• **REQUIREMENT**:
Retype every line of the data below, starting with the first and ending with the line that contains "--surface:#fff; --page:#f6f6f6; --text:#202124;", but leave out the pictures.
### EXTRACTED MATERIAL ###
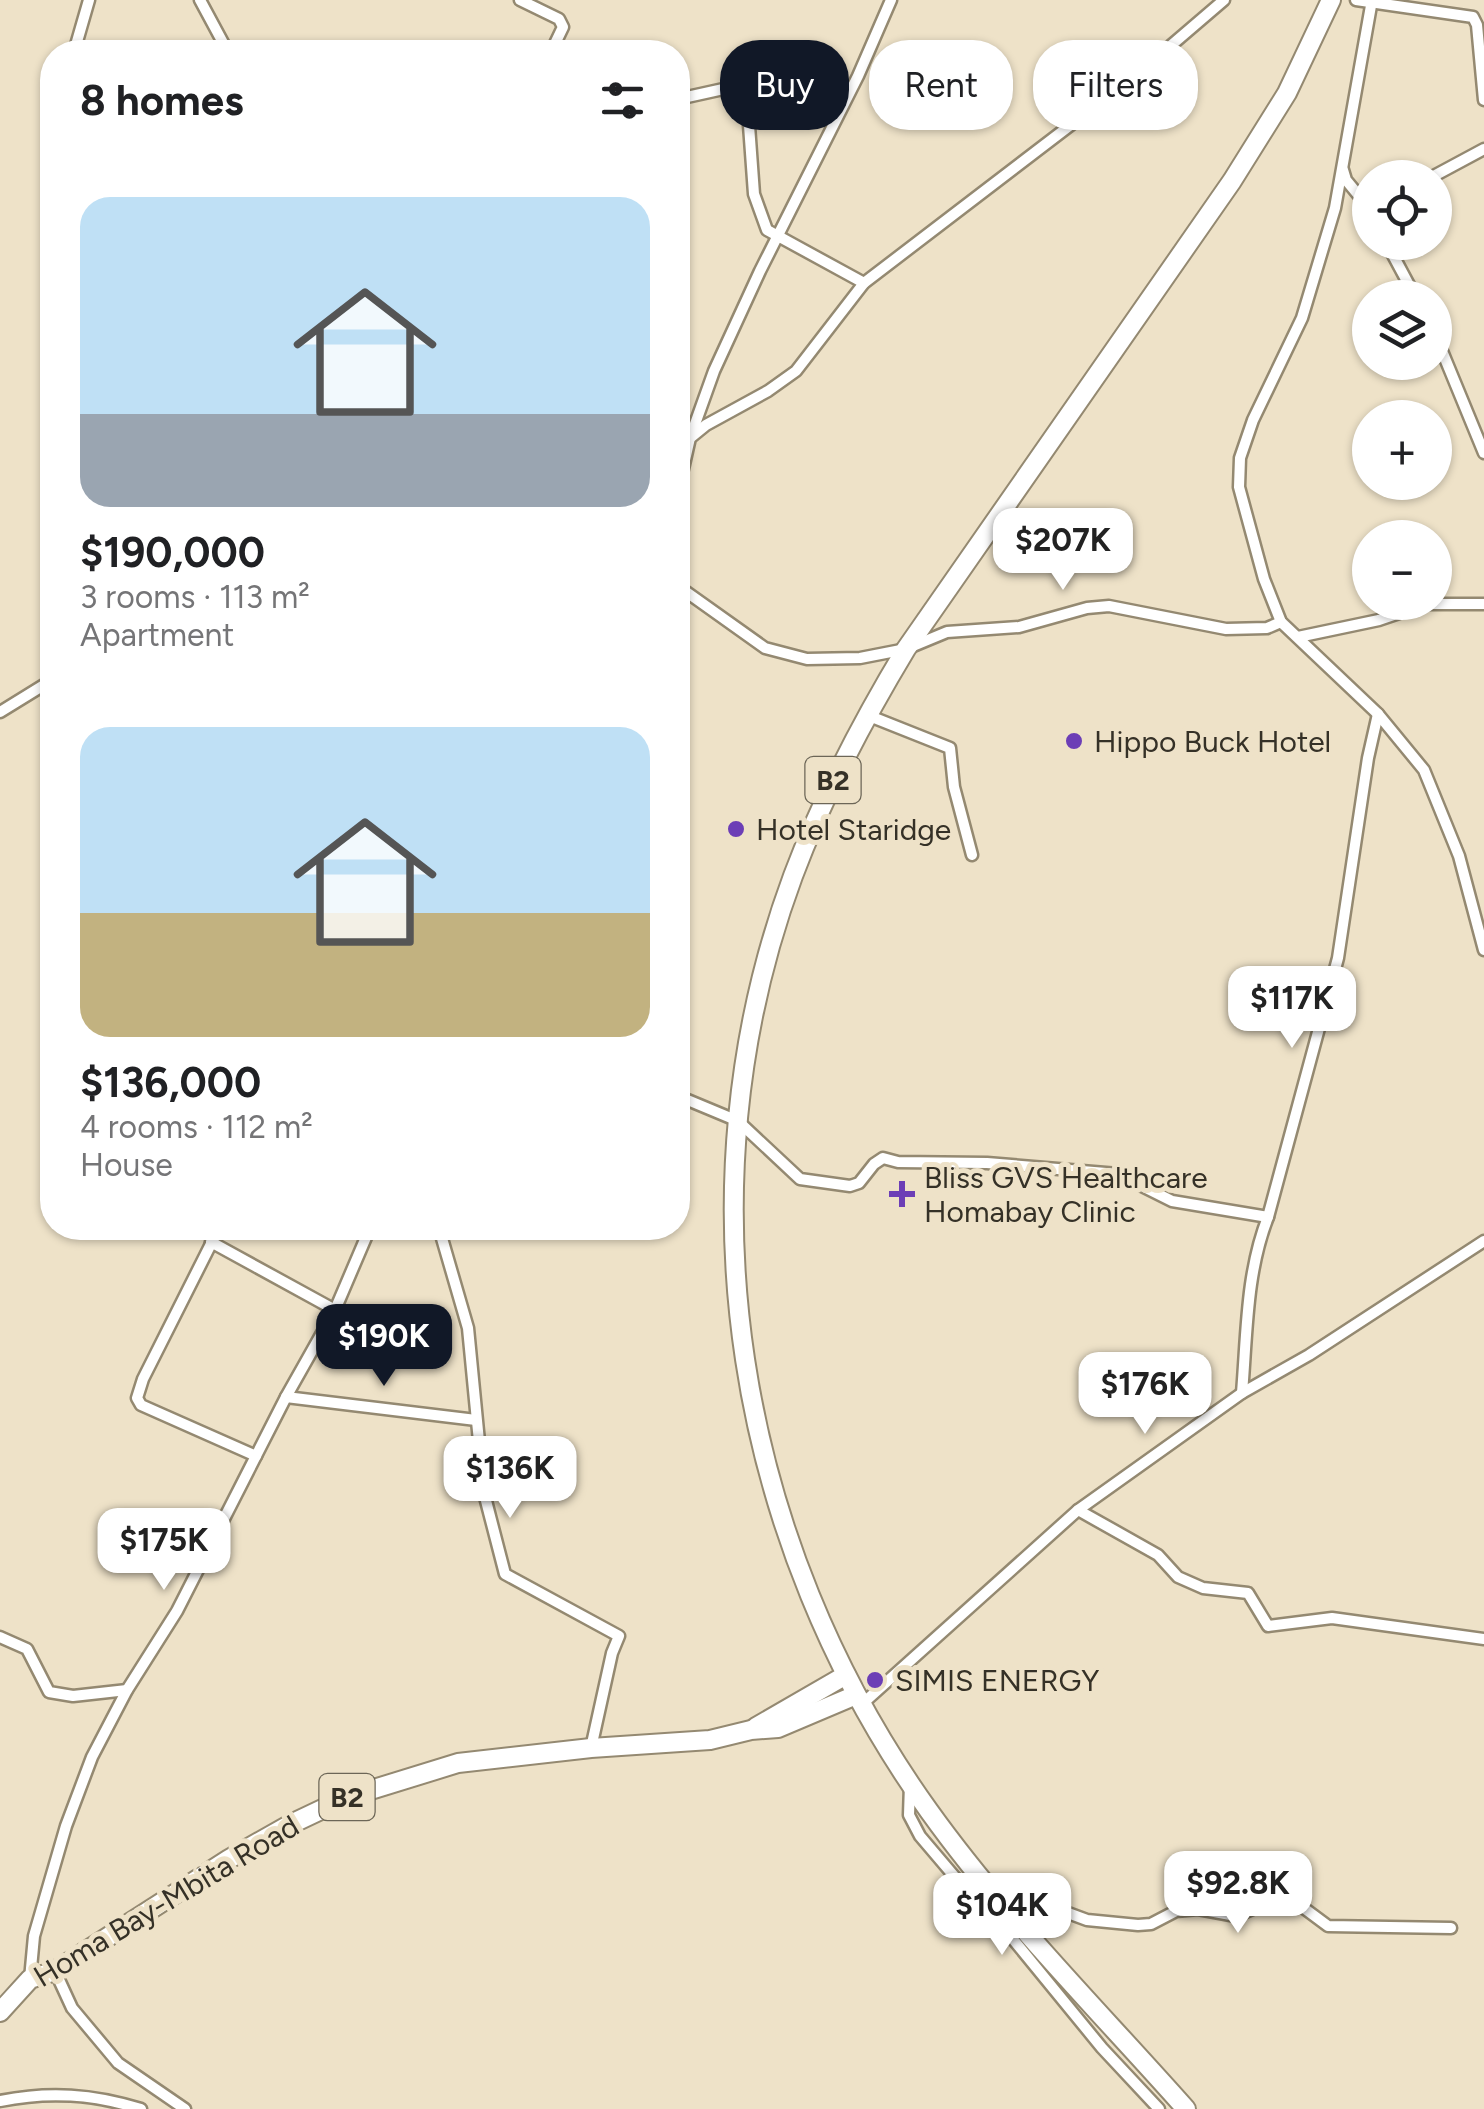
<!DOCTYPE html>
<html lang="en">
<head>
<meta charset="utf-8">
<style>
  :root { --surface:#fff; --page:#f6f6f6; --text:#202124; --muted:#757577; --accent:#111827 }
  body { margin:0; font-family:Figtree,sans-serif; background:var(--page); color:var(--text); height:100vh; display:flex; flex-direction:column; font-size:38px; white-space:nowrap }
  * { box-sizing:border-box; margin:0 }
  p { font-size:32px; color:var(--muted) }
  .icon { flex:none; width:55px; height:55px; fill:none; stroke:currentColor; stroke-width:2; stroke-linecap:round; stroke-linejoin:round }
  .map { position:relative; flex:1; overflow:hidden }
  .panel { position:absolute; left:40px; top:40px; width:650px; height:1200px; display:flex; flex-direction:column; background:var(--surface); border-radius:40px; box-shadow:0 2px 8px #0004 }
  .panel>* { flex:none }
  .hud { position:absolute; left:720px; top:40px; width:612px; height:90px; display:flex; gap:20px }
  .controls { position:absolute; left:1352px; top:160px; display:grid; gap:20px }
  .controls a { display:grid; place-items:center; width:100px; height:100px; border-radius:50%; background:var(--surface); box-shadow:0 2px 8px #0004; font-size:50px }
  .price { position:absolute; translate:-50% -85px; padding:0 22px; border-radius:20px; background:#fff; color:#222; font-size:32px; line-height:65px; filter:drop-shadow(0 2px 5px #0008) }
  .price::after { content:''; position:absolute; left:50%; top:60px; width:30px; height:22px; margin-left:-15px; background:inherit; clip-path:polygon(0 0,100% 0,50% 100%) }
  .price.selected { background:var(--accent); color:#fff }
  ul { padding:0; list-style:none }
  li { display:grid; align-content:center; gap:20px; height:530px; padding:0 40px }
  li span { display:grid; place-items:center; height:310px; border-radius:30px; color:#555 }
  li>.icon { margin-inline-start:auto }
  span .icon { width:180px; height:180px; fill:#fffc; stroke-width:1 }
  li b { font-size:42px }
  h2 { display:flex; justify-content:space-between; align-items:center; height:120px; padding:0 40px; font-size:42px }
  .pill { padding:0 35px; border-radius:40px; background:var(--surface); box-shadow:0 2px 8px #0004; font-size:35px; line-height:90px }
  .pill.selected { background:var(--accent); color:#fff }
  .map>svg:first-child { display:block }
</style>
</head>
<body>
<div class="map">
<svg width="1484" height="2109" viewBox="0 0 1484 2109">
  <rect width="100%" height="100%" fill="#eee2c8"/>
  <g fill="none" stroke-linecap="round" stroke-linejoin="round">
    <defs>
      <g id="minor">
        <path d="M200,0L228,52"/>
        <path d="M520,0L559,19L563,27L551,52"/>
        <path d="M1356,0L1473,17L1477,25L1484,100"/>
        <path d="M1372,0L1335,208L1302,318L1253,420L1240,458L1239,487L1264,579L1281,622L1378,714L1424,770L1459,856L1484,950"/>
        <path d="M74,52L89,0"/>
        <path d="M678,99L746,84L754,194L767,230L864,283"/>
        <path d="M1343,170L1346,180L1370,209"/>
        <path d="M1430,178L1484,149"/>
        <path d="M1386,242L1416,298"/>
        <path d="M1435,334L1484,453"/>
        <path d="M678,446L690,438L714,371L760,271L858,76L891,0"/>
        <path d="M678,491L690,438L706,425L768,391L796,371L864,283L1140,72L1224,0"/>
        <path d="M678,586L765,648L807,659L860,658L906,649L947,632L1019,627L1087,608L1109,606L1226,629L1267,628L1281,622"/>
        <path d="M1298,637L1379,620L1426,604H1484"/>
        <path d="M0,712L52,680"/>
        <path d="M867,715L950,748L954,787L972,855"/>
        <path d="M678,1096L738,1121L800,1179L850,1186L859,1183L874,1164L883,1158L898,1162L987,1163L1118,1174L1172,1201L1268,1217"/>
        <path d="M219,1228L143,1379L137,1398L141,1405L256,1456"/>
        <path d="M439,1228L468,1328L484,1493L505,1574L619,1636L612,1653L591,1748"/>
        <path d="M211,1242L335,1310"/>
        <path d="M1242,1393C1247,1333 1246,1273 1268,1217L1338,958L1368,758L1378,714"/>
        <path d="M286,1397L476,1420"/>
        <path d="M1078,1510L1158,1555L1178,1577L1203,1588L1248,1593L1268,1626L1332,1618L1484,1639"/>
        <path d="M0,1637L27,1649L49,1692L73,1696L127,1690"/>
        <path d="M861,1705L1078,1510L1242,1393L1309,1355L1484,1241"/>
        <path d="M910,1784L909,1815L920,1836L971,1896L1008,1933L1102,2048L1159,2109"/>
        <path d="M1008,1933L1020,1922L1051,1910H1060L1087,1920L1138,1925L1151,1924L1176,1911L1198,1909L1236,1916L1278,1898L1289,1897L1328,1926L1451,1928"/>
        <path d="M55,1971L72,2008L118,2063L185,2109"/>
        <path d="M30,1979L34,1936L66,1826L92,1757L127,1690L177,1611L286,1397L335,1310L370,1228"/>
        <path d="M0,2101C49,2091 93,2094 141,2109"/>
      </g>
      <g id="trunk">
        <path d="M756,1727L846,1675"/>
        <path d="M0,2012L30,1979L55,1971L229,1859L289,1825L348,1797L458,1763L591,1748L710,1740L751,1730L778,1728L856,1695"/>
        <path d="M1186,2109C1100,2012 1005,1917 929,1811C736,1542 677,1189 793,876C823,796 862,722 906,649L1232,181L1287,93L1331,0"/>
      </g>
    </defs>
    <use href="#minor" stroke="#948971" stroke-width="15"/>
    <use href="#trunk" stroke="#948971" stroke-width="22"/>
    <use href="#minor" stroke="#fff" stroke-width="10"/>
    <use href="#trunk" stroke="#fff" stroke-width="18"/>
  </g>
  <g fill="#6c3eb6" stroke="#eee2c8" stroke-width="4">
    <circle cx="1074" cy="741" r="10"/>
    <circle cx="736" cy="829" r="10"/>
    <path d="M897 1179h10v10h10v10h-10v10h-10v-10h-10v-10h10z"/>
    <circle cx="875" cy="1680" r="10"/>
  </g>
  <g text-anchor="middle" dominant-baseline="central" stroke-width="10" stroke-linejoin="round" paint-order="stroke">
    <g fill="#eee2c8" stroke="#6c6657" stroke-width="2.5">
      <rect x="805.5" y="757" width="55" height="46" rx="8"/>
      <rect x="319.5" y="1774" width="55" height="46" rx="8"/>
    </g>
    <g font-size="28" font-weight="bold" fill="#353127">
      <text x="833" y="780">B2</text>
      <text x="347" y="1797">B2</text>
    </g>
    <g font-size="30" fill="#353127" stroke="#eee2c8" text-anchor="start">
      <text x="1094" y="741">Hippo Buck Hotel</text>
      <text x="756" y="829">Hotel Staridge</text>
      <text x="924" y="1177">Bliss GVS Healthcare<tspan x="924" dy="34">Homabay Clinic</tspan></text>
      <text x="895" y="1680">SIMIS ENERGY</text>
    </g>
    <g font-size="30" fill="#353127" stroke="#eee2c8">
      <text transform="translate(166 1901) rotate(-31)">Homa Bay-Mbita Road</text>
    </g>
  </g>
</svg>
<div class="controls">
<a><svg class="icon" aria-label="locate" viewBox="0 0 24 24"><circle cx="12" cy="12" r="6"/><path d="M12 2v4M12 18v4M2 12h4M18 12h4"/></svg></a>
<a><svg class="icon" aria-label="layers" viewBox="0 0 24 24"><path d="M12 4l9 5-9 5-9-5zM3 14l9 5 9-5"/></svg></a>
<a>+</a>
<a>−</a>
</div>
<b class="price" style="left:1063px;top:593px">$207K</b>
<b class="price" style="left:1292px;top:1051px">$117K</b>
<b class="price selected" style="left:384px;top:1389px">$190K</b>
<b class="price" style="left:1145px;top:1437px">$176K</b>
<b class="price" style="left:510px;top:1521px">$136K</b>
<b class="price" style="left:164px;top:1593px">$175K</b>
<b class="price" style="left:1238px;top:1936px">$92.8K</b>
<b class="price" style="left:1002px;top:1958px">$104K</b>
<div class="hud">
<a class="pill selected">Buy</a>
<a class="pill">Rent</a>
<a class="pill">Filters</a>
</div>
<section class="panel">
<h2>8 homes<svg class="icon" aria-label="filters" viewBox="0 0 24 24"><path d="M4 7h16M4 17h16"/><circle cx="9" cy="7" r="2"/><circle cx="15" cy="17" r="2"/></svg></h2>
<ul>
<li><span style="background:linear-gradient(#bfe0f5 70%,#9aa5b1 0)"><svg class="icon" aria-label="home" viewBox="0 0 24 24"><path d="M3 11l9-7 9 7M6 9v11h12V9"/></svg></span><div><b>$190,000</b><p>3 rooms · 113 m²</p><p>Apartment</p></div></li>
<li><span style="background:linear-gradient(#bfe0f5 60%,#c2b280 0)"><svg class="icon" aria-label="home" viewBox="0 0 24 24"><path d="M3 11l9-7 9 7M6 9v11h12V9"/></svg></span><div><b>$136,000</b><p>4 rooms · 112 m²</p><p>House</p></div></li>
</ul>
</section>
</div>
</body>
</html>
###
• **EXERCISE RESULT**:
<!DOCTYPE html>
<html lang="en">
<head>
<meta charset="utf-8">
<style>
  :root { --surface:#fff; --page:#f6f6f6; --text:#202124; --muted:#757577; --accent:#111827 }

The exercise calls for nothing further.